━━━━━ SOURCE DATA

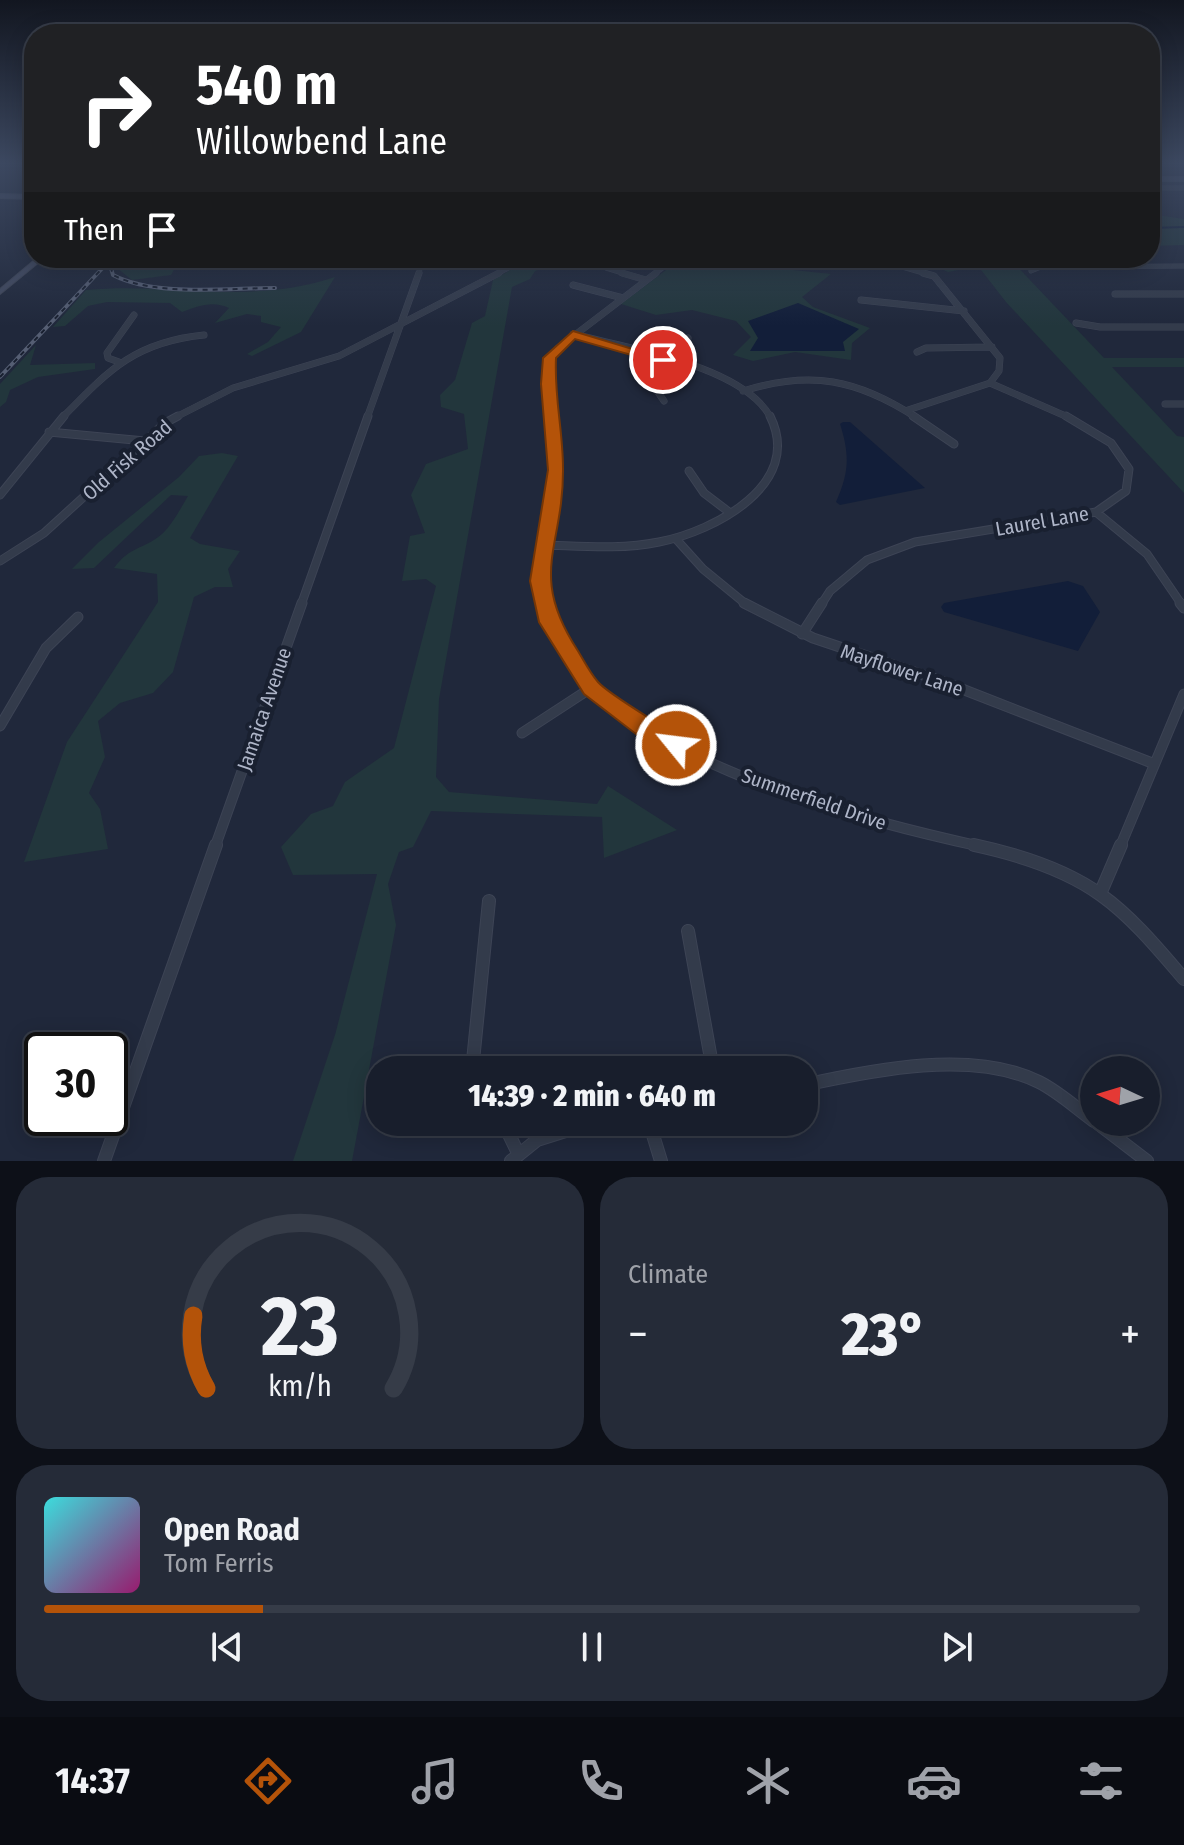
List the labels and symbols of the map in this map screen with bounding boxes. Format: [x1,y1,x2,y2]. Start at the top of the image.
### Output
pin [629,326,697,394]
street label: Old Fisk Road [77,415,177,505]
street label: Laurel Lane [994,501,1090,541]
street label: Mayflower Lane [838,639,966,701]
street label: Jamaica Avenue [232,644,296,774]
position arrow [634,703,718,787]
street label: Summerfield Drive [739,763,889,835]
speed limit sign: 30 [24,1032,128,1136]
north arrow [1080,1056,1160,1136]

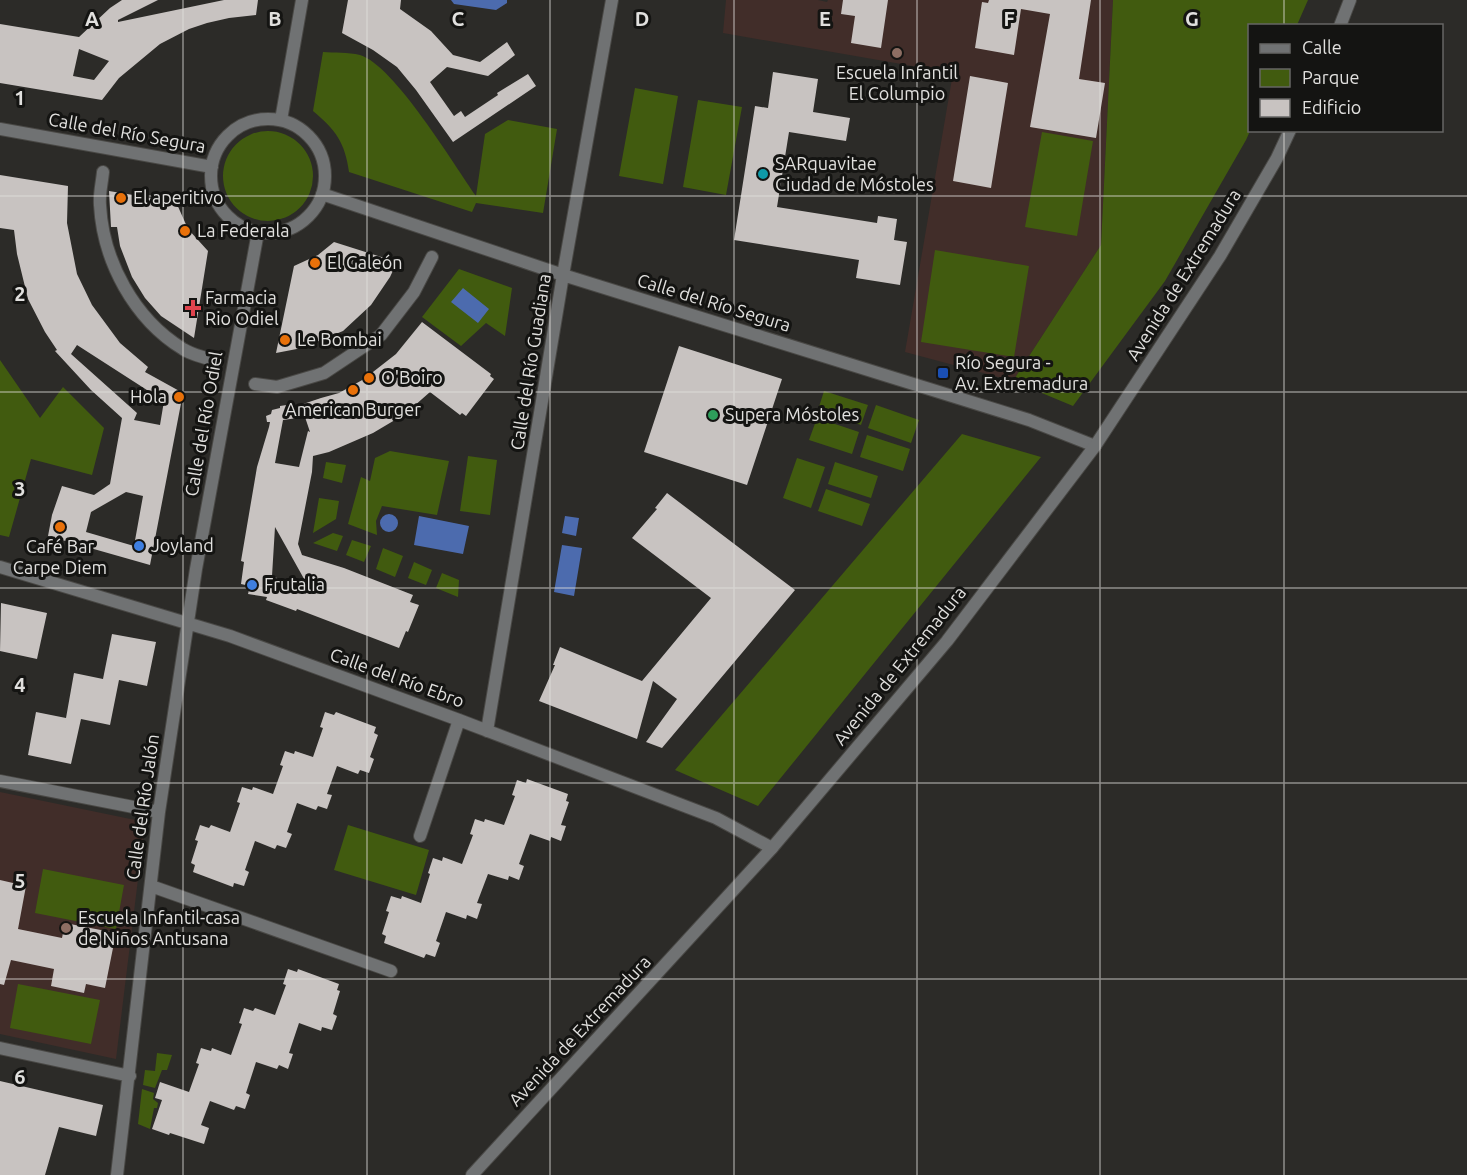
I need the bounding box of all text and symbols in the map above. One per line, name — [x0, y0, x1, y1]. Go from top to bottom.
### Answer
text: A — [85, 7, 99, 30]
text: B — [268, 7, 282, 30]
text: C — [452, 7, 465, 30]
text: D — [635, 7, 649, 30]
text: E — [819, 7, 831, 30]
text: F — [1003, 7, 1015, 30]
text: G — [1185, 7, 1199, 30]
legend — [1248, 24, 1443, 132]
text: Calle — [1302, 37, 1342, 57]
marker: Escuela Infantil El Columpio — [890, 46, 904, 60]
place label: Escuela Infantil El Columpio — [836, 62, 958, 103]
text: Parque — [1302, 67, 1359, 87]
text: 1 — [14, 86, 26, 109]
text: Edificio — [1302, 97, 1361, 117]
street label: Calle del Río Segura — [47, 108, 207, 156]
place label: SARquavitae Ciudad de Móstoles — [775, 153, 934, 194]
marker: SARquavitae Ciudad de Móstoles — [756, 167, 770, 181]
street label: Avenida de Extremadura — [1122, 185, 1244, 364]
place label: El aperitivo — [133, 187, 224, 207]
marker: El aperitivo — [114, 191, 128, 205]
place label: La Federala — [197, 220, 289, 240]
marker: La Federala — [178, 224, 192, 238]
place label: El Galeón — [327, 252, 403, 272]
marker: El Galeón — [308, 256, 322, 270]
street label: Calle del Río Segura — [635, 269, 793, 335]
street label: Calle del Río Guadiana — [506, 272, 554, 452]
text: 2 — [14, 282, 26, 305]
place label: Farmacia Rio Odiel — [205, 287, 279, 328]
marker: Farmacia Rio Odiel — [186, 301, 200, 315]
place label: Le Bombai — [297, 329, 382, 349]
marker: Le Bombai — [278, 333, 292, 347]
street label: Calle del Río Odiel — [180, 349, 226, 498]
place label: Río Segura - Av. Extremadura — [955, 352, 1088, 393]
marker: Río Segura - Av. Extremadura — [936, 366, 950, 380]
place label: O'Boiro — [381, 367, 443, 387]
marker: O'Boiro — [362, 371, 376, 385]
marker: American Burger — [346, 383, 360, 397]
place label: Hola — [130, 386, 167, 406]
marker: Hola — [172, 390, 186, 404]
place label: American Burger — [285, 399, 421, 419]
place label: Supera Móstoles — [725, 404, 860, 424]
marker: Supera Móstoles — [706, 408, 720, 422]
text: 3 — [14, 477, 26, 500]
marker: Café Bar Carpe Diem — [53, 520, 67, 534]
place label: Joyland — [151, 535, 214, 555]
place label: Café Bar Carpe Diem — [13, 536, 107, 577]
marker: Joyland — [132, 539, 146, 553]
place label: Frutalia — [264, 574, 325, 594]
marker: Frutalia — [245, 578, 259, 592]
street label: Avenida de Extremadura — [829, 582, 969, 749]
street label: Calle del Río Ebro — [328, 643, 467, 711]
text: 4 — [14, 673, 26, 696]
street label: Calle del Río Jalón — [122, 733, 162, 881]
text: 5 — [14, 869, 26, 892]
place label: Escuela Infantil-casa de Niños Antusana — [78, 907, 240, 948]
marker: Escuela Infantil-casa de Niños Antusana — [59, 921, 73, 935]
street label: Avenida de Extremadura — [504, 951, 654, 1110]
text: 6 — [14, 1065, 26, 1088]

━━━━━━━━━━

▶ _WHAT NEEDS TO BE DONE_
What is needed is a word-for-word copy of the data, minus its pictures.

▶ _TASK RESULT_
List the labels and symbols of the map in this map screen with bounding boxes. Format: [x1,y1,x2,y2]. Start at the top of the image.
### Output
pin [629,326,697,394]
street label: Old Fisk Road [77,415,177,505]
street label: Laurel Lane [994,501,1090,541]
street label: Mayflower Lane [838,639,966,701]
street label: Jamaica Avenue [232,644,296,774]
position arrow [634,703,718,787]
street label: Summerfield Drive [739,763,889,835]
speed limit sign: 30 [24,1032,128,1136]
north arrow [1080,1056,1160,1136]

I need the bounding box of all text and symbols in the map above. One per line, name — [x0, y0, x1, y1]. Go from top to bottom.
### Answer
text: A — [85, 7, 99, 30]
text: B — [268, 7, 282, 30]
text: C — [452, 7, 465, 30]
text: D — [635, 7, 649, 30]
text: E — [819, 7, 831, 30]
text: F — [1003, 7, 1015, 30]
text: G — [1185, 7, 1199, 30]
legend — [1248, 24, 1443, 132]
text: Calle — [1302, 37, 1342, 57]
marker: Escuela Infantil El Columpio — [890, 46, 904, 60]
place label: Escuela Infantil El Columpio — [836, 62, 958, 103]
text: Parque — [1302, 67, 1359, 87]
text: 1 — [14, 86, 26, 109]
text: Edificio — [1302, 97, 1361, 117]
street label: Calle del Río Segura — [47, 108, 207, 156]
place label: SARquavitae Ciudad de Móstoles — [775, 153, 934, 194]
marker: SARquavitae Ciudad de Móstoles — [756, 167, 770, 181]
street label: Avenida de Extremadura — [1122, 185, 1244, 364]
place label: El aperitivo — [133, 187, 224, 207]
marker: El aperitivo — [114, 191, 128, 205]
place label: La Federala — [197, 220, 289, 240]
marker: La Federala — [178, 224, 192, 238]
place label: El Galeón — [327, 252, 403, 272]
marker: El Galeón — [308, 256, 322, 270]
street label: Calle del Río Segura — [635, 269, 793, 335]
street label: Calle del Río Guadiana — [506, 272, 554, 452]
text: 2 — [14, 282, 26, 305]
place label: Farmacia Rio Odiel — [205, 287, 279, 328]
marker: Farmacia Rio Odiel — [186, 301, 200, 315]
place label: Le Bombai — [297, 329, 382, 349]
marker: Le Bombai — [278, 333, 292, 347]
street label: Calle del Río Odiel — [180, 349, 226, 498]
place label: Río Segura - Av. Extremadura — [955, 352, 1088, 393]
marker: Río Segura - Av. Extremadura — [936, 366, 950, 380]
place label: O'Boiro — [381, 367, 443, 387]
marker: O'Boiro — [362, 371, 376, 385]
marker: American Burger — [346, 383, 360, 397]
place label: Hola — [130, 386, 167, 406]
marker: Hola — [172, 390, 186, 404]
place label: American Burger — [285, 399, 421, 419]
place label: Supera Móstoles — [725, 404, 860, 424]
marker: Supera Móstoles — [706, 408, 720, 422]
text: 3 — [14, 477, 26, 500]
marker: Café Bar Carpe Diem — [53, 520, 67, 534]
place label: Joyland — [151, 535, 214, 555]
place label: Café Bar Carpe Diem — [13, 536, 107, 577]
marker: Joyland — [132, 539, 146, 553]
place label: Frutalia — [264, 574, 325, 594]
marker: Frutalia — [245, 578, 259, 592]
street label: Avenida de Extremadura — [829, 582, 969, 749]
street label: Calle del Río Ebro — [328, 643, 467, 711]
text: 4 — [14, 673, 26, 696]
street label: Calle del Río Jalón — [122, 733, 162, 881]
text: 5 — [14, 869, 26, 892]
place label: Escuela Infantil-casa de Niños Antusana — [78, 907, 240, 948]
marker: Escuela Infantil-casa de Niños Antusana — [59, 921, 73, 935]
street label: Avenida de Extremadura — [504, 951, 654, 1110]
text: 6 — [14, 1065, 26, 1088]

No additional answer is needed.